What is being asked → A precise reproduction of every record below is needed, minus the pictures.

%%

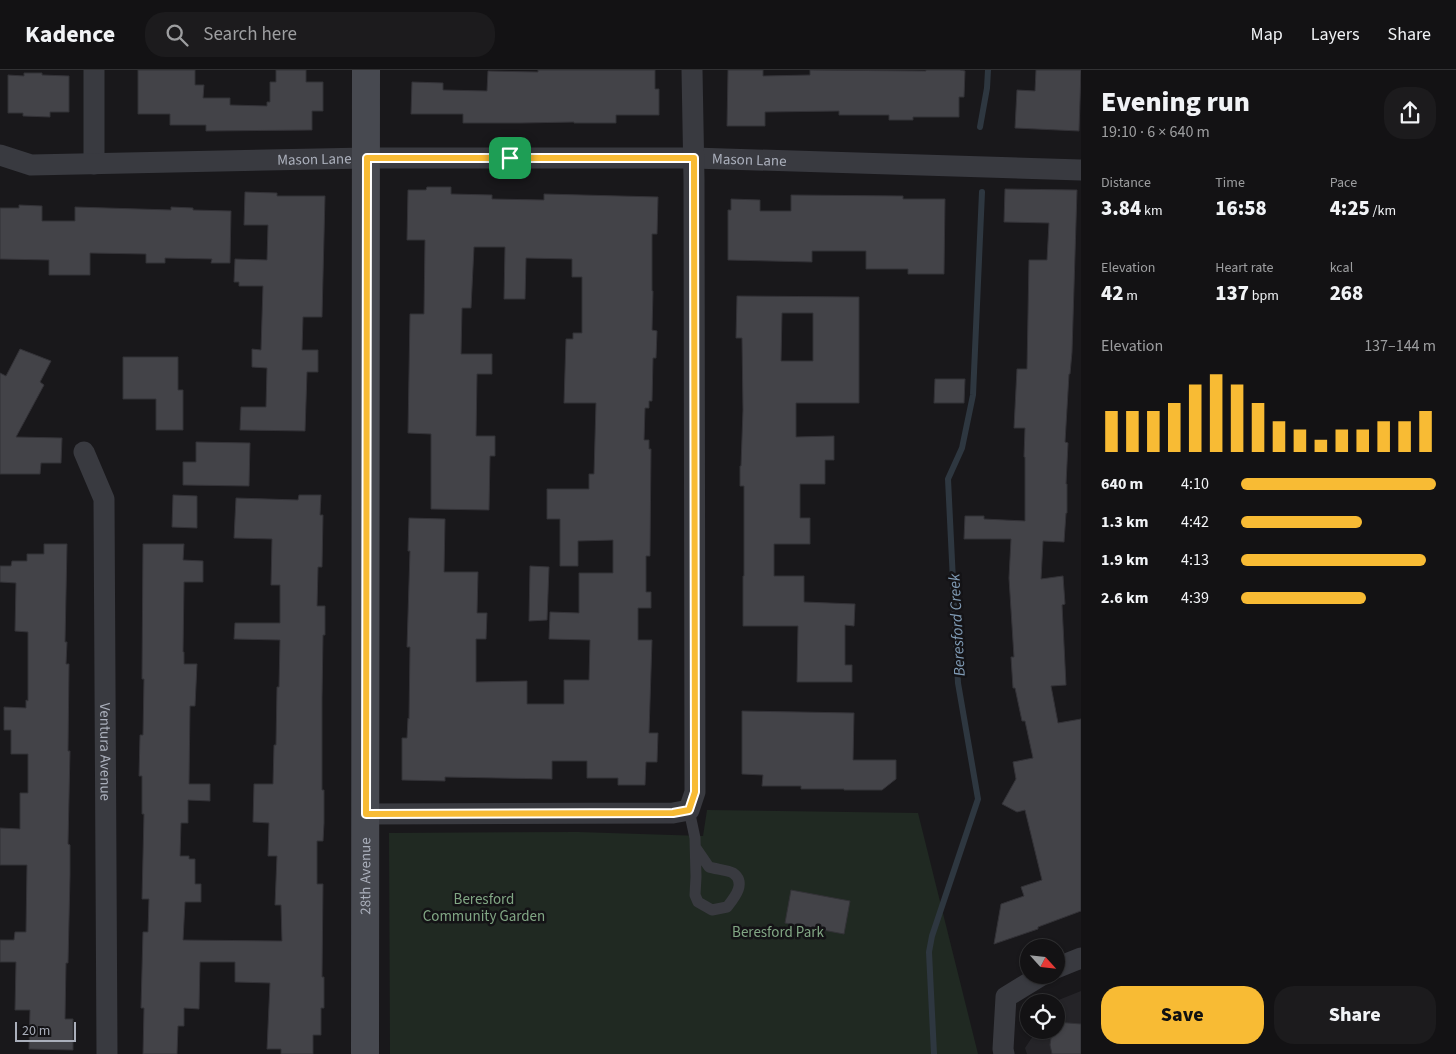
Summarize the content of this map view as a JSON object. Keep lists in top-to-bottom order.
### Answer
{
  "streets": {
    "street": ["Mason Lane", "Ventura Avenue", "28th Avenue"]
  },
  "crossings": [
    ["Mason Lane", "28th Avenue"]
  ],
  "water": ["Beresford Creek"],
  "parks": ["Beresford Community Garden", "Beresford Park"],
  "scale_bar": "20 m",
  "north": "bottom right",
  "page": {
    "header": "Kadence",
    "search": "Search here",
    "nav": ["Map", "Layers", "Share"],
    "heading": ["Evening run", "19:10 · 6 × 640 m"],
    "stats": [
      ["Distance", "3.84 km"],
      ["Time", "16:58"],
      ["Pace", "4:25 /km"],
      ["Elevation", "42 m"],
      ["Heart rate", "137 bpm"],
      ["kcal", "268"]
    ],
    "chart": ["Elevation", "137–144 m"],
    "list": [
      {
        "name": "640 m",
        "note": "4:10"
      },
      {
        "name": "1.3 km",
        "note": "4:42"
      },
      {
        "name": "1.9 km",
        "note": "4:13"
      },
      {
        "name": "2.6 km",
        "note": "4:39"
      }
    ],
    "buttons": ["Save", "Share"],
    "scale": "20 m"
  }
}
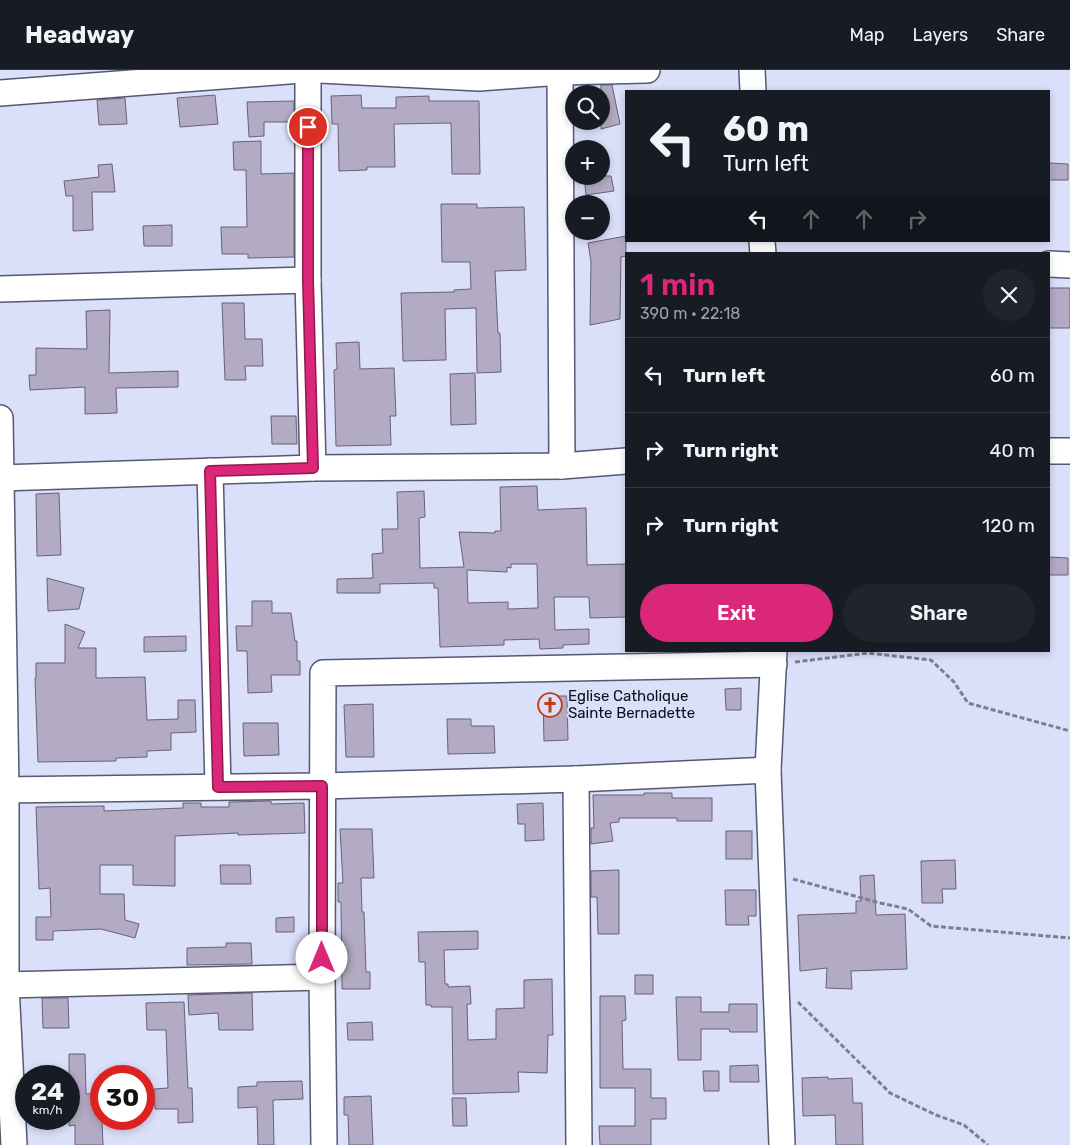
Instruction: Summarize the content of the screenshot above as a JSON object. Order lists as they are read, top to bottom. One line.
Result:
{"places":{"church":["Eglise Catholique Sainte Bernadette"]},"page":{"header":"Headway","nav":["Map","Layers","Share"],"map_buttons":["+","−"],"turn":["60 m","Turn left"],"heading":["1 min","390 m · 22:18"],"list":[{"name":"Turn left","value":"60 m"},{"name":"Turn right","value":"40 m"},{"name":"Turn right","value":"120 m"}],"buttons":["Exit","Share"],"speed":"24 km/h","limit":"30"}}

%%

The completed task →
Summarize the content of this map view as a JSON object. Keep lists in top-to-bottom order.
### Answer
{
  "streets": {
    "street": ["Mason Lane", "Ventura Avenue", "28th Avenue"]
  },
  "crossings": [
    ["Mason Lane", "28th Avenue"]
  ],
  "water": ["Beresford Creek"],
  "parks": ["Beresford Community Garden", "Beresford Park"],
  "scale_bar": "20 m",
  "north": "bottom right",
  "page": {
    "header": "Kadence",
    "search": "Search here",
    "nav": ["Map", "Layers", "Share"],
    "heading": ["Evening run", "19:10 · 6 × 640 m"],
    "stats": [
      ["Distance", "3.84 km"],
      ["Time", "16:58"],
      ["Pace", "4:25 /km"],
      ["Elevation", "42 m"],
      ["Heart rate", "137 bpm"],
      ["kcal", "268"]
    ],
    "chart": ["Elevation", "137–144 m"],
    "list": [
      {
        "name": "640 m",
        "note": "4:10"
      },
      {
        "name": "1.3 km",
        "note": "4:42"
      },
      {
        "name": "1.9 km",
        "note": "4:13"
      },
      {
        "name": "2.6 km",
        "note": "4:39"
      }
    ],
    "buttons": ["Save", "Share"],
    "scale": "20 m"
  }
}
Instruction: Summarize the content of the screenshot above as a JSON object. Order lists as they are read, top to bottom. One line.
Result:
{"places":{"church":["Eglise Catholique Sainte Bernadette"]},"page":{"header":"Headway","nav":["Map","Layers","Share"],"map_buttons":["+","−"],"turn":["60 m","Turn left"],"heading":["1 min","390 m · 22:18"],"list":[{"name":"Turn left","value":"60 m"},{"name":"Turn right","value":"40 m"},{"name":"Turn right","value":"120 m"}],"buttons":["Exit","Share"],"speed":"24 km/h","limit":"30"}}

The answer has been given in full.